►
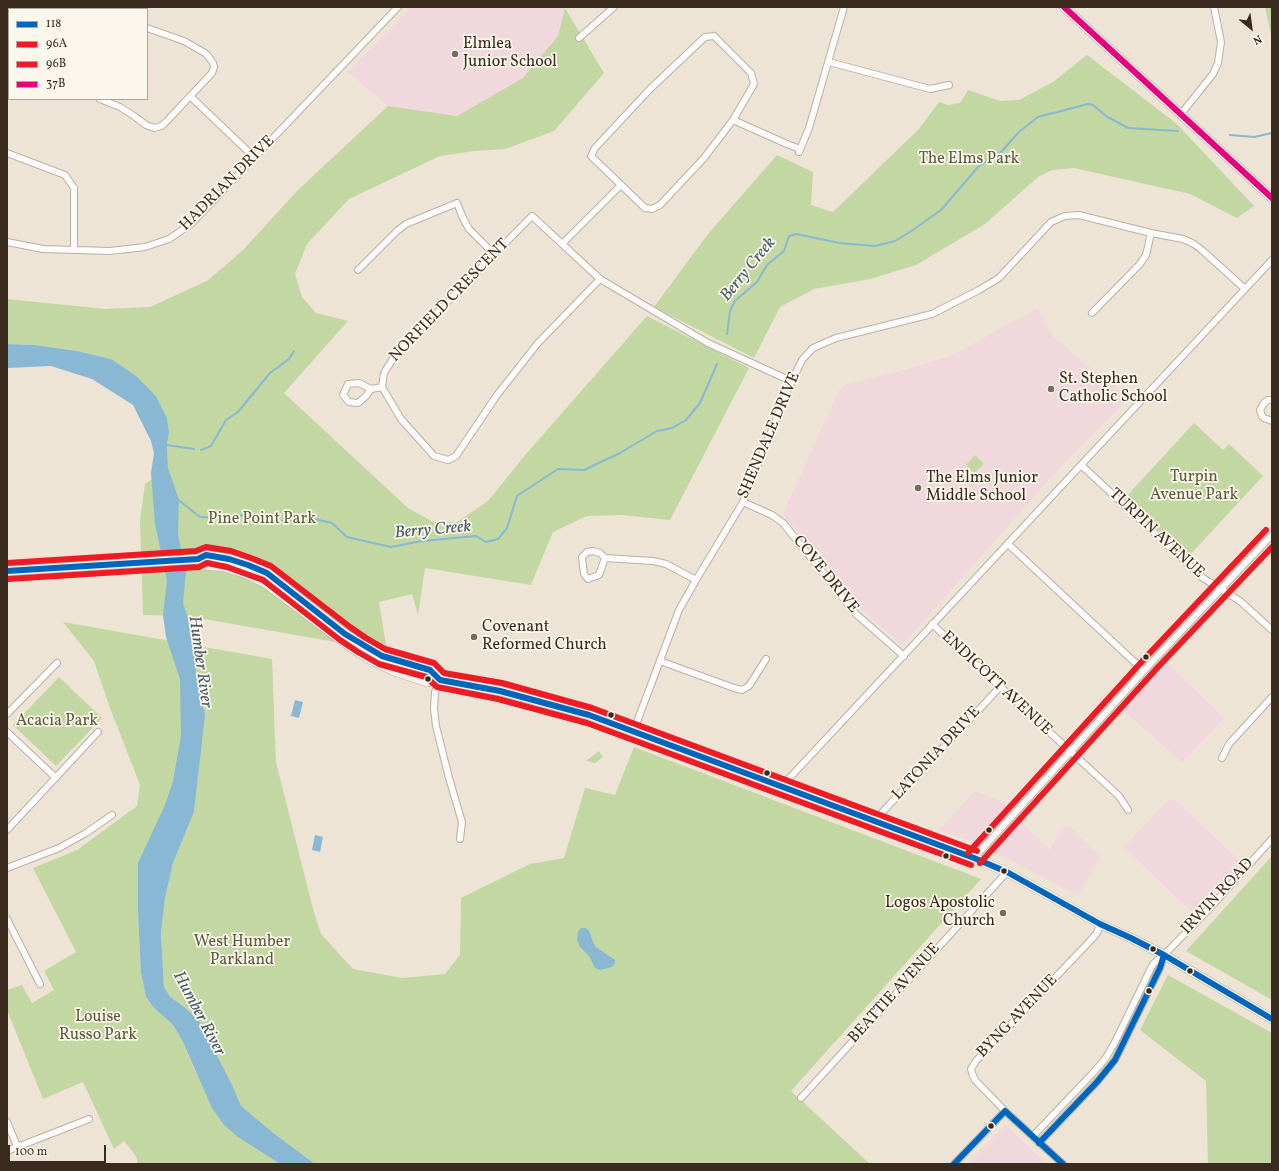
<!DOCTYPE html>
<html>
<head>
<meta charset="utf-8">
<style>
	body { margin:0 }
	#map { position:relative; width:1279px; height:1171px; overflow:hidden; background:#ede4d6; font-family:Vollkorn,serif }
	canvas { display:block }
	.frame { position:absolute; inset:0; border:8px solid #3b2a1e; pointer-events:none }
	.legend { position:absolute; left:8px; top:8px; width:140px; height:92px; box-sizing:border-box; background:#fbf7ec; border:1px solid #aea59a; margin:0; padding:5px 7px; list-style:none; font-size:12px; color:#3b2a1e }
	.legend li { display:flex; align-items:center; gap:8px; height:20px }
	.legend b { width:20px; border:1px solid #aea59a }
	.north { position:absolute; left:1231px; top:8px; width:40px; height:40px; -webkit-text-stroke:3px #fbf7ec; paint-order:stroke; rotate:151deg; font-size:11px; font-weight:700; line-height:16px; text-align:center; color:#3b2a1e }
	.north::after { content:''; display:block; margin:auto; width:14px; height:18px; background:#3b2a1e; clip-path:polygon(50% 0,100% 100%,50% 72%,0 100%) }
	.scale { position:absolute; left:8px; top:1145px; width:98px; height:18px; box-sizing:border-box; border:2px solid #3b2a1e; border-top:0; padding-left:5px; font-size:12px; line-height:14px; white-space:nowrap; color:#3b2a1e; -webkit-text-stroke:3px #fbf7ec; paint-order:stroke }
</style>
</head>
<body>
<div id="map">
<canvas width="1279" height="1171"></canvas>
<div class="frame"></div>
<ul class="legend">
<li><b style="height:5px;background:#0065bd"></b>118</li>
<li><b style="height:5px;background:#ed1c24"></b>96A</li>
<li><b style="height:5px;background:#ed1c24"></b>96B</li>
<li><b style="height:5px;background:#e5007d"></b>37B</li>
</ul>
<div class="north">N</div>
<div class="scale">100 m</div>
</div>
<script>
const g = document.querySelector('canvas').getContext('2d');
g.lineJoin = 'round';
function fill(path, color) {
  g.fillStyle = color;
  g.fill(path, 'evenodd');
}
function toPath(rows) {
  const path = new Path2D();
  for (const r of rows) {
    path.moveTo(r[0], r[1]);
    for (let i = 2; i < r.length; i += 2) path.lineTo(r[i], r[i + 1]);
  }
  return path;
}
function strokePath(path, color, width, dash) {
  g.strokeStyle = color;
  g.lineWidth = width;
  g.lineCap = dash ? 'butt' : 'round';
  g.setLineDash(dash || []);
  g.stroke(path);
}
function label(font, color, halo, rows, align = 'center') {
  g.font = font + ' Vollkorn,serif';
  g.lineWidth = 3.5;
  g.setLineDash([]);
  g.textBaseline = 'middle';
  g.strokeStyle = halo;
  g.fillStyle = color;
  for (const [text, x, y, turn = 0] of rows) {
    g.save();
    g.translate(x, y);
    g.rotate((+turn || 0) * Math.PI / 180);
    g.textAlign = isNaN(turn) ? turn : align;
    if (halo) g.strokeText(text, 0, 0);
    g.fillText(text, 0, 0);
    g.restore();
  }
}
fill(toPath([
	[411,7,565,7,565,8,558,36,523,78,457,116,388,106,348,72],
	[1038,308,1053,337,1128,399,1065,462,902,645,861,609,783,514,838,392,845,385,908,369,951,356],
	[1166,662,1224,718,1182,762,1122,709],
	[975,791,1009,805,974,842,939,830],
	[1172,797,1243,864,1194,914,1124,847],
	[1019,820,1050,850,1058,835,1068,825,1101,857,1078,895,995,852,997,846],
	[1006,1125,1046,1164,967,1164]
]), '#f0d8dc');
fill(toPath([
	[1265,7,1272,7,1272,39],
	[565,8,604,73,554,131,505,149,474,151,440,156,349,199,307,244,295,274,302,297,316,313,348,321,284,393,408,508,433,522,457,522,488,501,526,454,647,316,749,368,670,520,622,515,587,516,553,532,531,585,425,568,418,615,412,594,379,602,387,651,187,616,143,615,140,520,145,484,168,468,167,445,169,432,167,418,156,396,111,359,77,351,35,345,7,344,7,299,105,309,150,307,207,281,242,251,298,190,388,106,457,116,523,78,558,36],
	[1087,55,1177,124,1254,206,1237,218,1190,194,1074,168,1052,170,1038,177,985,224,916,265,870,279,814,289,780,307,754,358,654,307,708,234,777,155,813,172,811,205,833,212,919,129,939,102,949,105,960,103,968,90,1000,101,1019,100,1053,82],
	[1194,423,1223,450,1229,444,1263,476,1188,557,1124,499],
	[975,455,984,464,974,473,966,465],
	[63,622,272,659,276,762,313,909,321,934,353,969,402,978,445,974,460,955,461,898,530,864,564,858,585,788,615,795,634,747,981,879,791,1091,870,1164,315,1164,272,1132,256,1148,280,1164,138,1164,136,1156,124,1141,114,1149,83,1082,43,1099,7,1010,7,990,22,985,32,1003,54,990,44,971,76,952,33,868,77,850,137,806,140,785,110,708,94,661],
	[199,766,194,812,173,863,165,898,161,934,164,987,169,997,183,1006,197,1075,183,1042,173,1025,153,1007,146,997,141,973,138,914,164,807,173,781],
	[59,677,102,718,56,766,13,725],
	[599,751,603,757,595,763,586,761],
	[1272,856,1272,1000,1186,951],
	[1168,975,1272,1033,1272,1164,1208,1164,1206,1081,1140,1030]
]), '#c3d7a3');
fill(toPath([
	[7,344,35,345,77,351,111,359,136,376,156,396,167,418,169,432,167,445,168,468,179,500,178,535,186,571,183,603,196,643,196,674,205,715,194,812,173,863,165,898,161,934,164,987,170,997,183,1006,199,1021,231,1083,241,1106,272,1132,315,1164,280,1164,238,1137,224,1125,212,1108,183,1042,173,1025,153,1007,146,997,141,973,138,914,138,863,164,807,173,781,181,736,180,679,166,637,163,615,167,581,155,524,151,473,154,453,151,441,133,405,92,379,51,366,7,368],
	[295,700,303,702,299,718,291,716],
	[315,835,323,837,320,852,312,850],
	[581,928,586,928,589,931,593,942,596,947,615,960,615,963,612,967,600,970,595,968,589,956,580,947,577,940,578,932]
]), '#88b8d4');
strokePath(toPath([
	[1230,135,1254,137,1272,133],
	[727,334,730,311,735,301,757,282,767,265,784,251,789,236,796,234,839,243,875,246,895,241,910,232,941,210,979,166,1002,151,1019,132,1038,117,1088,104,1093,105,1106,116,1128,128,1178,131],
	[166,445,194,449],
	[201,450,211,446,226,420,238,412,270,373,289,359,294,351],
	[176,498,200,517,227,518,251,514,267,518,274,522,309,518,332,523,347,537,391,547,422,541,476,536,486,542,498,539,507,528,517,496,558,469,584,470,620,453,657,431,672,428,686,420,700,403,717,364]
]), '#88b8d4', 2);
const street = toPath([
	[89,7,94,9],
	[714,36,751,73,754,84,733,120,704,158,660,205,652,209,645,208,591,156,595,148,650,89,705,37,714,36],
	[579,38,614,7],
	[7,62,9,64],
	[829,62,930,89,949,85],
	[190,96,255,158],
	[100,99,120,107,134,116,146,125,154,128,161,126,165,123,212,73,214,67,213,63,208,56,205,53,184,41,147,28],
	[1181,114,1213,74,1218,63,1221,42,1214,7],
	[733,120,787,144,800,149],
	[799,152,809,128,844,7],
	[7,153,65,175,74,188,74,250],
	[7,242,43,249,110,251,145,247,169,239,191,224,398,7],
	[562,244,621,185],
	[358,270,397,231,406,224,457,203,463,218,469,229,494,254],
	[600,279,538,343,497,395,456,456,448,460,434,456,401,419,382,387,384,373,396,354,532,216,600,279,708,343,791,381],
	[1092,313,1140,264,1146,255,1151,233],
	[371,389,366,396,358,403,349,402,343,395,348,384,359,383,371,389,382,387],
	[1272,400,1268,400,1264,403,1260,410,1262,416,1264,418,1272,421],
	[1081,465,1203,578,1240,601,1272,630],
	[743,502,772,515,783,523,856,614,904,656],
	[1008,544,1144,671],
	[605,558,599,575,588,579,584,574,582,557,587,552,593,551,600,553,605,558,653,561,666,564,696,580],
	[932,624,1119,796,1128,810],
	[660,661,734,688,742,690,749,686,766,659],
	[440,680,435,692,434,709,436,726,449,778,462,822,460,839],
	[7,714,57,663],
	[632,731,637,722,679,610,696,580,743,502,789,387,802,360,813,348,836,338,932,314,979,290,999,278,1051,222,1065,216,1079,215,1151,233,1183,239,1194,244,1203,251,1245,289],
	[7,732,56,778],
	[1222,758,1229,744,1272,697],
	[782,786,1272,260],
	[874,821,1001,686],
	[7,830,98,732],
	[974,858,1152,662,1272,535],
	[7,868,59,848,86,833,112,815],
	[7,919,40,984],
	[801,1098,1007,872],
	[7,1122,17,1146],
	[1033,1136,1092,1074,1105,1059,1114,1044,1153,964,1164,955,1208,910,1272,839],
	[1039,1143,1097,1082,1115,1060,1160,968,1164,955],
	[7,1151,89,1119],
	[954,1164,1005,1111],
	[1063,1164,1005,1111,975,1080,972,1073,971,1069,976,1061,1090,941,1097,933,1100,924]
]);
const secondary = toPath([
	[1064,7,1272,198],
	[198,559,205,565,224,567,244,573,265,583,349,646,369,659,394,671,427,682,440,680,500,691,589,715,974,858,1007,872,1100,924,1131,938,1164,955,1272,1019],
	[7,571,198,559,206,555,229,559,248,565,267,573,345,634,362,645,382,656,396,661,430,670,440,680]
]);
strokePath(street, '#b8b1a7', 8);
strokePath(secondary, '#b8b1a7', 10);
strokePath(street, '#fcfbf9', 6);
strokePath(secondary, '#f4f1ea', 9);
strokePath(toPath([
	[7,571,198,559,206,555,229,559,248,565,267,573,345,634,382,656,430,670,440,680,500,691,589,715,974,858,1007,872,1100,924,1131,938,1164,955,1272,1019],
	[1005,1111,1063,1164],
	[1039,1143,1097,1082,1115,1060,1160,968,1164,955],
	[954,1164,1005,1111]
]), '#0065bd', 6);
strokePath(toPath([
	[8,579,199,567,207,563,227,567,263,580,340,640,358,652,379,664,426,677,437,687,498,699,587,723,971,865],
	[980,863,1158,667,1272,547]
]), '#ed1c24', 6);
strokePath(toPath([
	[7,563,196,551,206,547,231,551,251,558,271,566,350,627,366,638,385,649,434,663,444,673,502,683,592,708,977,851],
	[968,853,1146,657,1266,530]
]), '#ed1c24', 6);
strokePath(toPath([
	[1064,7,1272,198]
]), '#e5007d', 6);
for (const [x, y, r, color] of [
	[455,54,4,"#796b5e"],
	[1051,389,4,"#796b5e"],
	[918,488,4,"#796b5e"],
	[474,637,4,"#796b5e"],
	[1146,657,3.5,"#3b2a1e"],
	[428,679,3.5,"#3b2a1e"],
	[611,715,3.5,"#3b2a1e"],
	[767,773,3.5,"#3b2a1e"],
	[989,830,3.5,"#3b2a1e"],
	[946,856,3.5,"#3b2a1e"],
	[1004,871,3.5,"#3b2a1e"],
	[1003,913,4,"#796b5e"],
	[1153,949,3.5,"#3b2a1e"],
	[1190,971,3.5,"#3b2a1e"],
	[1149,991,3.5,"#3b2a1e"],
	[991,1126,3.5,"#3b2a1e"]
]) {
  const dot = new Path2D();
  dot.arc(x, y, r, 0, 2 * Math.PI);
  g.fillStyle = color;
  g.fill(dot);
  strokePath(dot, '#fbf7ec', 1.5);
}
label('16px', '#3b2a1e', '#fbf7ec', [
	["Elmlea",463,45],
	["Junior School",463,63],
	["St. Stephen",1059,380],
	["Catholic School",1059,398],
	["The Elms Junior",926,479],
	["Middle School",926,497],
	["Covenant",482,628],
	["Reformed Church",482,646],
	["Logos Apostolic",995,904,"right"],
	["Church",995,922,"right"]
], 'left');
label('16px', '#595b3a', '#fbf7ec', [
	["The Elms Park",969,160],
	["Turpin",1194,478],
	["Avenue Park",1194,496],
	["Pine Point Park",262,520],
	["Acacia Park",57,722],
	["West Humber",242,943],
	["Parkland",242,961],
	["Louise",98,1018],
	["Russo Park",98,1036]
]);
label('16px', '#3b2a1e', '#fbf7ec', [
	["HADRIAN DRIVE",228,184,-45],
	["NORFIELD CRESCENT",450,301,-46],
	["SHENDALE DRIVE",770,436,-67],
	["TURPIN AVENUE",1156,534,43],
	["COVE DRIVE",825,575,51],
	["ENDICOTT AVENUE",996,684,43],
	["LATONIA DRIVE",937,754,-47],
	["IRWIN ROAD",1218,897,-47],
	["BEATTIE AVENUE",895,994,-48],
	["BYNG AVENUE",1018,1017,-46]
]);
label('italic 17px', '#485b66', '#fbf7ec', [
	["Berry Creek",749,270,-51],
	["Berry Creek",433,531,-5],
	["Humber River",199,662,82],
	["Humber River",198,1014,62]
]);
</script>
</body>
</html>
◄
§ **Goal of the exercise**:
Up to and including the line containing "position:absolute; inset:0; border:8px", quote each line of the entries above from the very first, please, exactly and without images.

§ **Answer to this exercise**:
<!DOCTYPE html>
<html>
<head>
<meta charset="utf-8">
<style>
	body { margin:0 }
	#map { position:relative; width:1279px; height:1171px; overflow:hidden; background:#ede4d6; font-family:Vollkorn,serif }
	canvas { display:block }
	.frame { position:absolute; inset:0; border:8px solid #3b2a1e; pointer-events:none }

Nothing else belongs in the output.